• _What needs to be done_:
Which of the lines below mention the word "place"? Pull each one out.
Data listing below:
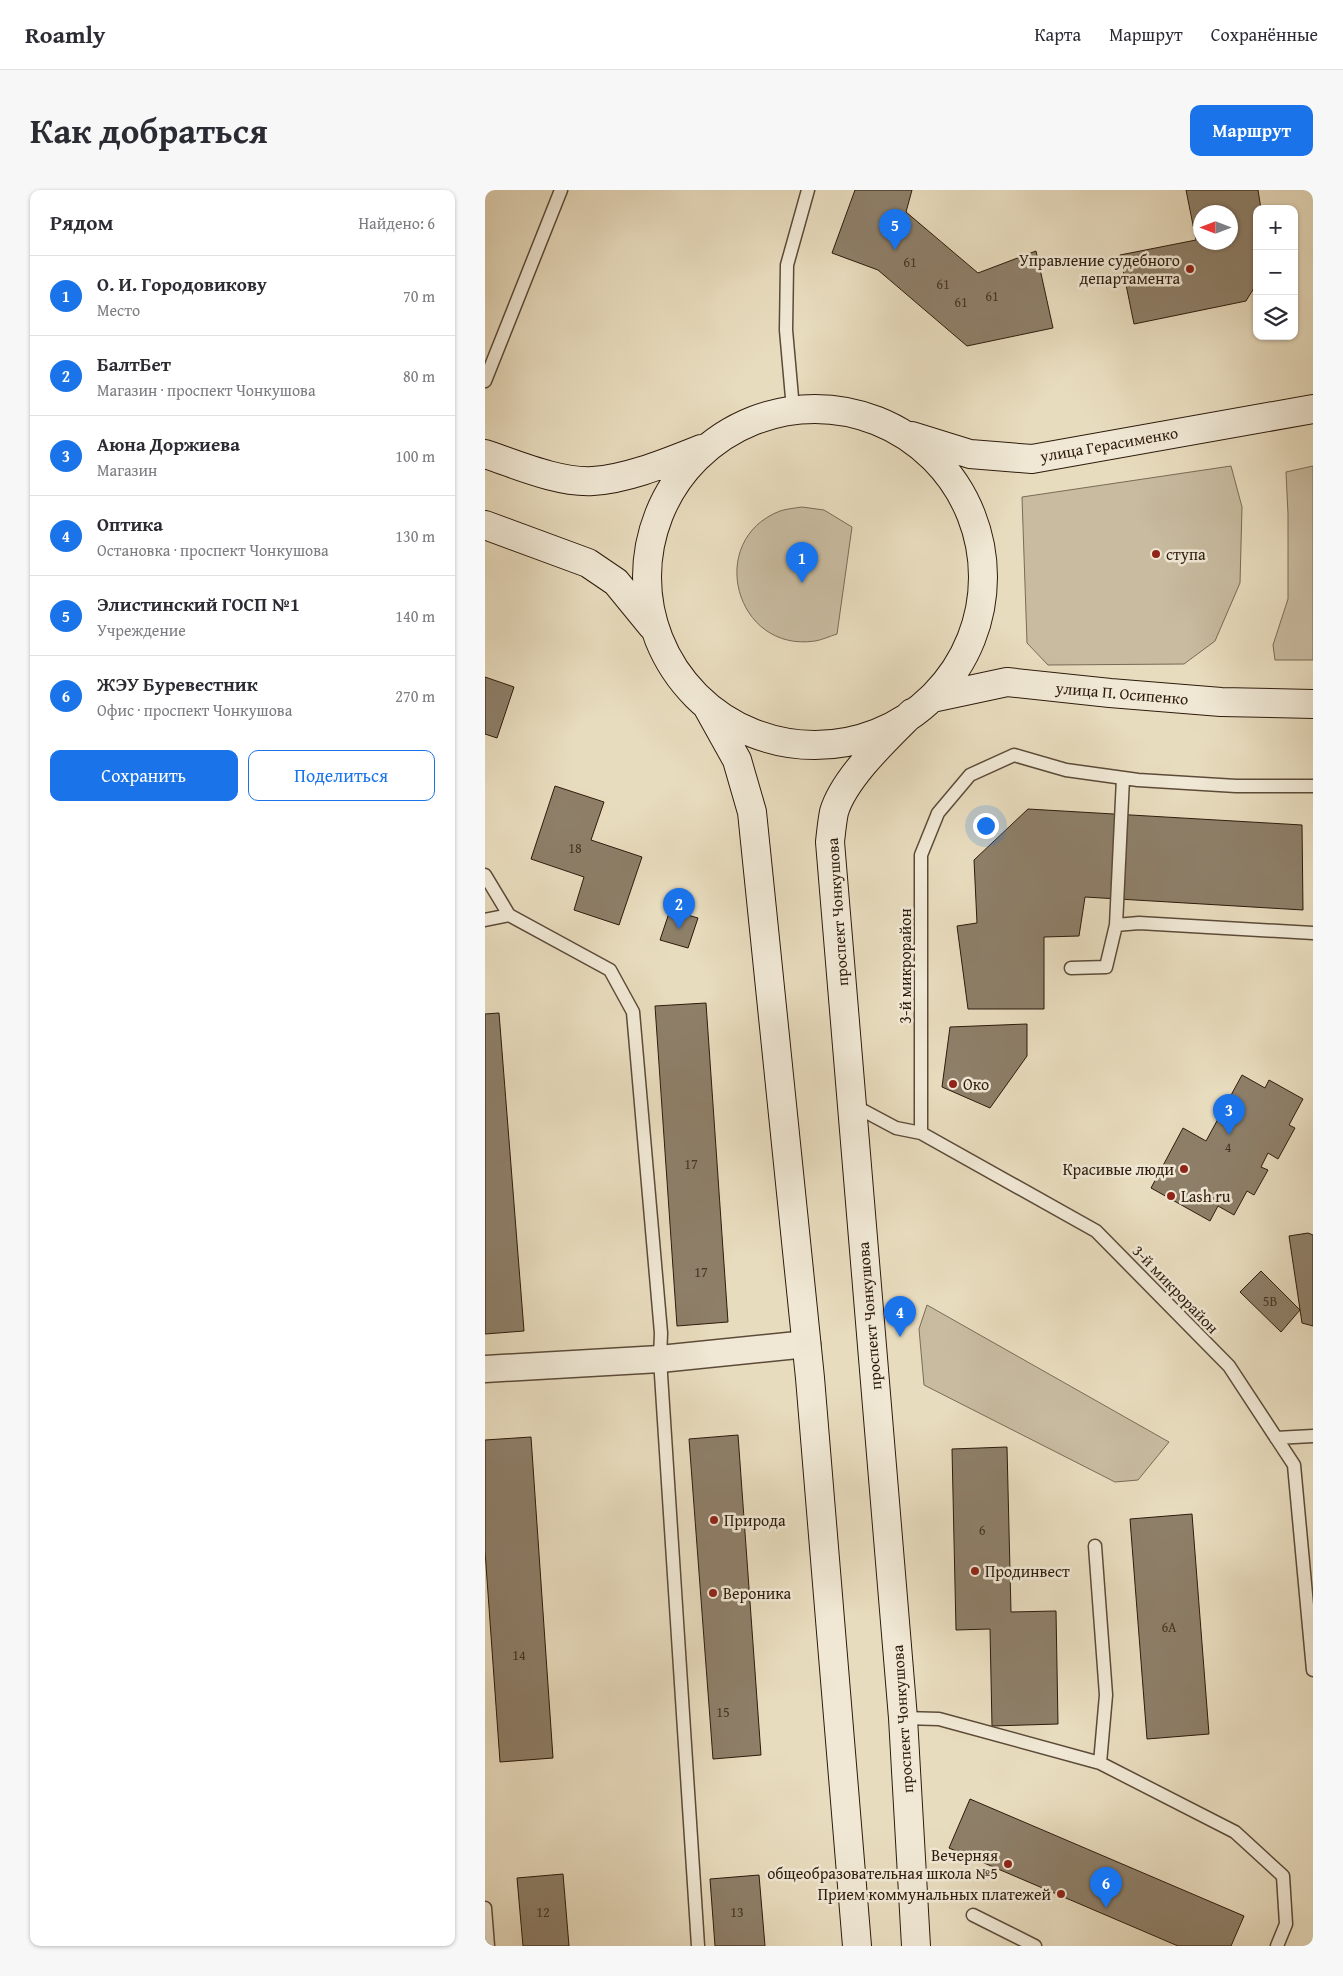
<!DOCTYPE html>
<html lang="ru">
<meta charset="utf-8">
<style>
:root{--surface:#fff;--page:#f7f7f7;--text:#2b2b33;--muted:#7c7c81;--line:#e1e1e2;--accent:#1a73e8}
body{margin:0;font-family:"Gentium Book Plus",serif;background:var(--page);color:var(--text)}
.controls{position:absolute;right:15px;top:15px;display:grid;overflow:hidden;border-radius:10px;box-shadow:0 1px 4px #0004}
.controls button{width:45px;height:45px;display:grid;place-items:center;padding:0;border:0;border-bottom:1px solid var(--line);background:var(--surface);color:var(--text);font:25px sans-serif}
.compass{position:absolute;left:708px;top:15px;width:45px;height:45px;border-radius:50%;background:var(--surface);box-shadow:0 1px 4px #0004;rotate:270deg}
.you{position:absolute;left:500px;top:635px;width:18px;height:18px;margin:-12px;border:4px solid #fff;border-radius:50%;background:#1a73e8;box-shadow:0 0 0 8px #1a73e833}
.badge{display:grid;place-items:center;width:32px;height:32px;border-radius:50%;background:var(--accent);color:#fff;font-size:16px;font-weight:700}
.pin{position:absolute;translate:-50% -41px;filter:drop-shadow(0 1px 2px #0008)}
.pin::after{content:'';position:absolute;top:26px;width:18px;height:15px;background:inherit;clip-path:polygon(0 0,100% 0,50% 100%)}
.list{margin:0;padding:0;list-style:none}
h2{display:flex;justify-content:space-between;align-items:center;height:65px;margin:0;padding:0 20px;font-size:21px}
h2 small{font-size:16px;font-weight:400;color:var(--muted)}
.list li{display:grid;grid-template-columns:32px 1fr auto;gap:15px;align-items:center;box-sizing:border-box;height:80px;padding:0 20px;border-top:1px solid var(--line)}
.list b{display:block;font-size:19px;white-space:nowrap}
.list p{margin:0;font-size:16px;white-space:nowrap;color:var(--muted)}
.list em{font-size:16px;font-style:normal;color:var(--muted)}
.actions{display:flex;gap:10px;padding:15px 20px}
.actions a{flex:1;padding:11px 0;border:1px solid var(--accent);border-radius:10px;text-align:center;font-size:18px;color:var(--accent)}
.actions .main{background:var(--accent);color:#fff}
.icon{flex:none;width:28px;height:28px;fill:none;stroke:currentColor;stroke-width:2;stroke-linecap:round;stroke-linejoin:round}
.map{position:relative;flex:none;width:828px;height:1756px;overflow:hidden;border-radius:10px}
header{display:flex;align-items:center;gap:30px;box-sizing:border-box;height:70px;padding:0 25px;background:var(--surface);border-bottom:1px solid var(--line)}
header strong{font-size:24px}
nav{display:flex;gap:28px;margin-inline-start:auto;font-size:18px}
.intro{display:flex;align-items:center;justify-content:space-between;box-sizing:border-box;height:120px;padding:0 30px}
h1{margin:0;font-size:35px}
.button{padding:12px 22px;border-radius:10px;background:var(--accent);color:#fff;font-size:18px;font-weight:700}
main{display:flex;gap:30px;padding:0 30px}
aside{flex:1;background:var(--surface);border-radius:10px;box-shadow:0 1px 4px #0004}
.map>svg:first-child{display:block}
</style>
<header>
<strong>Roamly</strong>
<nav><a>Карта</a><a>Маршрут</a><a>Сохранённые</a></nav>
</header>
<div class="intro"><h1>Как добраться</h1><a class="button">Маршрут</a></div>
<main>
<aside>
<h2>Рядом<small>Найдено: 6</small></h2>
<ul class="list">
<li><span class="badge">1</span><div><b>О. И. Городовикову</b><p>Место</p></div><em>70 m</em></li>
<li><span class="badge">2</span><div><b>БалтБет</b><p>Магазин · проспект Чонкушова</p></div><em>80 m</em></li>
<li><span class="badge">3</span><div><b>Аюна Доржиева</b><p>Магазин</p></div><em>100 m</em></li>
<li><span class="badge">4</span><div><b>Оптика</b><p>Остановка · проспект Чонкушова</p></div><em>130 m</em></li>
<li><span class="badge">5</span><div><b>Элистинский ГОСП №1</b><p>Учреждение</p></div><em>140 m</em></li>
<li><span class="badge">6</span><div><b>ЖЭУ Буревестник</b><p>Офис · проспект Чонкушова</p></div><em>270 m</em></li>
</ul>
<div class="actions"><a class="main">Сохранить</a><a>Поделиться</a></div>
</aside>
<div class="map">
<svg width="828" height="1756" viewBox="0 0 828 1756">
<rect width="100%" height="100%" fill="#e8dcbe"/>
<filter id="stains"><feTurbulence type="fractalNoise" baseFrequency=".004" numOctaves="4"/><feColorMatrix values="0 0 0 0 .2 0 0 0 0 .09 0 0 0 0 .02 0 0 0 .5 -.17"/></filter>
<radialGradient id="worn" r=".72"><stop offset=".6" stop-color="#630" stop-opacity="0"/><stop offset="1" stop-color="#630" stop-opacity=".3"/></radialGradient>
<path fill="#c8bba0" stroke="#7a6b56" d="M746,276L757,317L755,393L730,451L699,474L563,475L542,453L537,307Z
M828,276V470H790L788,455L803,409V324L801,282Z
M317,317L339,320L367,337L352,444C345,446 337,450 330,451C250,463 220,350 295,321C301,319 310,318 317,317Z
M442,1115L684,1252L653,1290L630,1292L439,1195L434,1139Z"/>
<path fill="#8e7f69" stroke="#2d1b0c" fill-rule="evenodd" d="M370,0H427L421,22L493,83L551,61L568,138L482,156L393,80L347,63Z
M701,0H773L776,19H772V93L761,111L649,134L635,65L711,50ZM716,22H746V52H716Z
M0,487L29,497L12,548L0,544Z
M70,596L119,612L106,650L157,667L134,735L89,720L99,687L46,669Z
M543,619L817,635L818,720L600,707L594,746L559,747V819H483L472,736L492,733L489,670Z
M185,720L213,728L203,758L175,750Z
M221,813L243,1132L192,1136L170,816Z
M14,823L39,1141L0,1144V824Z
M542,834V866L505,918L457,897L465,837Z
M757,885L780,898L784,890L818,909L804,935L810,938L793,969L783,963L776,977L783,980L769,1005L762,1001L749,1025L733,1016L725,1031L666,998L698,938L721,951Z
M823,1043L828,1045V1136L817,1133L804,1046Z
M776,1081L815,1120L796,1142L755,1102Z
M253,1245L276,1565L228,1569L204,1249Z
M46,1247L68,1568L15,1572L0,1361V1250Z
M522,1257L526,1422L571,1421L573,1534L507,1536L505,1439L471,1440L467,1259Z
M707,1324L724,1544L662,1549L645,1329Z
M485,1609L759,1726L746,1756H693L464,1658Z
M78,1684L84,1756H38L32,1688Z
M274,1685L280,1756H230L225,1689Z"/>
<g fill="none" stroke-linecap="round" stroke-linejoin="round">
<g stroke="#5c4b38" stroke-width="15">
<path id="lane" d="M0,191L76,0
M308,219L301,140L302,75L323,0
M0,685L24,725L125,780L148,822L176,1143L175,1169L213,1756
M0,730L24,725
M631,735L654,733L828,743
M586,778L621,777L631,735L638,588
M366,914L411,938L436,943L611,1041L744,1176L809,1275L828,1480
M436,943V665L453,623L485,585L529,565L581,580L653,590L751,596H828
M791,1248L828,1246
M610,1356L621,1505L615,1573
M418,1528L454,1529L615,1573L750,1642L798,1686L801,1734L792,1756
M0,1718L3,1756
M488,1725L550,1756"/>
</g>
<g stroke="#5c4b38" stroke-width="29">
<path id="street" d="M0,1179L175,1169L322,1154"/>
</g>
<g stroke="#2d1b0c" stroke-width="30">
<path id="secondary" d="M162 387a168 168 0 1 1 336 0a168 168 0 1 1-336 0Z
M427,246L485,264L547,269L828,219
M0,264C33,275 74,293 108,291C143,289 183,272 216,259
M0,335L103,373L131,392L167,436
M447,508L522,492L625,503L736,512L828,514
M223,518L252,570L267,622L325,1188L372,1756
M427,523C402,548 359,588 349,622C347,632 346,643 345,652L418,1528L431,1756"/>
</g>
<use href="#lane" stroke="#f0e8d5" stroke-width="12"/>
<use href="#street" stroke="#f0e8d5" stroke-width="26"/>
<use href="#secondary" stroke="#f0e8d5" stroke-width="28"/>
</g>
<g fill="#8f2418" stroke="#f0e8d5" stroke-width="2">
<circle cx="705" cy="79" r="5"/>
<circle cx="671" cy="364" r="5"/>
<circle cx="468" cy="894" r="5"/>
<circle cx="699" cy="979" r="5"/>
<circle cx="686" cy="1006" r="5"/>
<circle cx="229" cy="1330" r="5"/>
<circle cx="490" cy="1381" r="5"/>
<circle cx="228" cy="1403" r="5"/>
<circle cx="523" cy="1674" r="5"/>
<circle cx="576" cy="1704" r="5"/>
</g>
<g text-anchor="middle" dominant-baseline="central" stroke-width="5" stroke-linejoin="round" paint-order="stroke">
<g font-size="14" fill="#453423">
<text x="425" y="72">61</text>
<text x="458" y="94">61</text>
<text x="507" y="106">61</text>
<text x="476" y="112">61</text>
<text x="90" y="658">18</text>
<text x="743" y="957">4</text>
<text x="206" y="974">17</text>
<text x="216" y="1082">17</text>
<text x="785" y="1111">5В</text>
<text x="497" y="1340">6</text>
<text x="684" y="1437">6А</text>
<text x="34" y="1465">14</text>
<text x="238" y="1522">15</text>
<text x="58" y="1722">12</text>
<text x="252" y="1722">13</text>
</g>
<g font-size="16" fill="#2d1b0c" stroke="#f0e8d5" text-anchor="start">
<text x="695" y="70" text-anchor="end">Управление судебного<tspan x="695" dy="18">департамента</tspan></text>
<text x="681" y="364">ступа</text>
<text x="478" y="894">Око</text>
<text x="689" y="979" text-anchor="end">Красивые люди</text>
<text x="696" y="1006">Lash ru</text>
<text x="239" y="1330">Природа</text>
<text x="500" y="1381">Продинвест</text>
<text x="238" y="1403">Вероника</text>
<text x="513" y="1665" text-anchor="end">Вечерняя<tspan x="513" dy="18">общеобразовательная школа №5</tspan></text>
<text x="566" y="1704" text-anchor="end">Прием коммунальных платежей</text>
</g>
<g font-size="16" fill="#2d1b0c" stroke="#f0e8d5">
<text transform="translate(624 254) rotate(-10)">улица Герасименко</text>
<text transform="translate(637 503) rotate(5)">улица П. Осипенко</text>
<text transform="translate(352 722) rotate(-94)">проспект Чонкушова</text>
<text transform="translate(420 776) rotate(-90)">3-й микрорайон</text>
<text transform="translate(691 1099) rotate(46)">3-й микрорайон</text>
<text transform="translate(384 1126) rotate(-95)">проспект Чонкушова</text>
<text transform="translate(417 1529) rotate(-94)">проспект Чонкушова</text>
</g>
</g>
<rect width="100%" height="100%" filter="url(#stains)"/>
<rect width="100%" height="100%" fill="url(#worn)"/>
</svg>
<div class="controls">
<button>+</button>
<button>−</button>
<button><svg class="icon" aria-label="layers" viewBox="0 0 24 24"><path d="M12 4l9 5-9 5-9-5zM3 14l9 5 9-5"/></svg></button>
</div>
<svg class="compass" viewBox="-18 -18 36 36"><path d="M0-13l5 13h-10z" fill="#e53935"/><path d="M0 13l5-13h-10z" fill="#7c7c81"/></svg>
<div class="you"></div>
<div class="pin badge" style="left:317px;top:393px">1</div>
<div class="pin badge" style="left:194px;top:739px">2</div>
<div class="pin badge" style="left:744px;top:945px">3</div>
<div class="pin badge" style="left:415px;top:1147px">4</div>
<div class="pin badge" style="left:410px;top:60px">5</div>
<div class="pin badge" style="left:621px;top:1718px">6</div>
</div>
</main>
End of Data listing.
• _Written response_:
.controls button{width:45px;height:45px;display:grid;place-items:center;padding:0;border:0;border-bottom:1px solid var(--line);background:var(--surface);color:var(--text);font:25px sans-serif}
.badge{display:grid;place-items:center;width:32px;height:32px;border-radius:50%;background:var(--accent);color:#fff;font-size:16px;font-weight:700}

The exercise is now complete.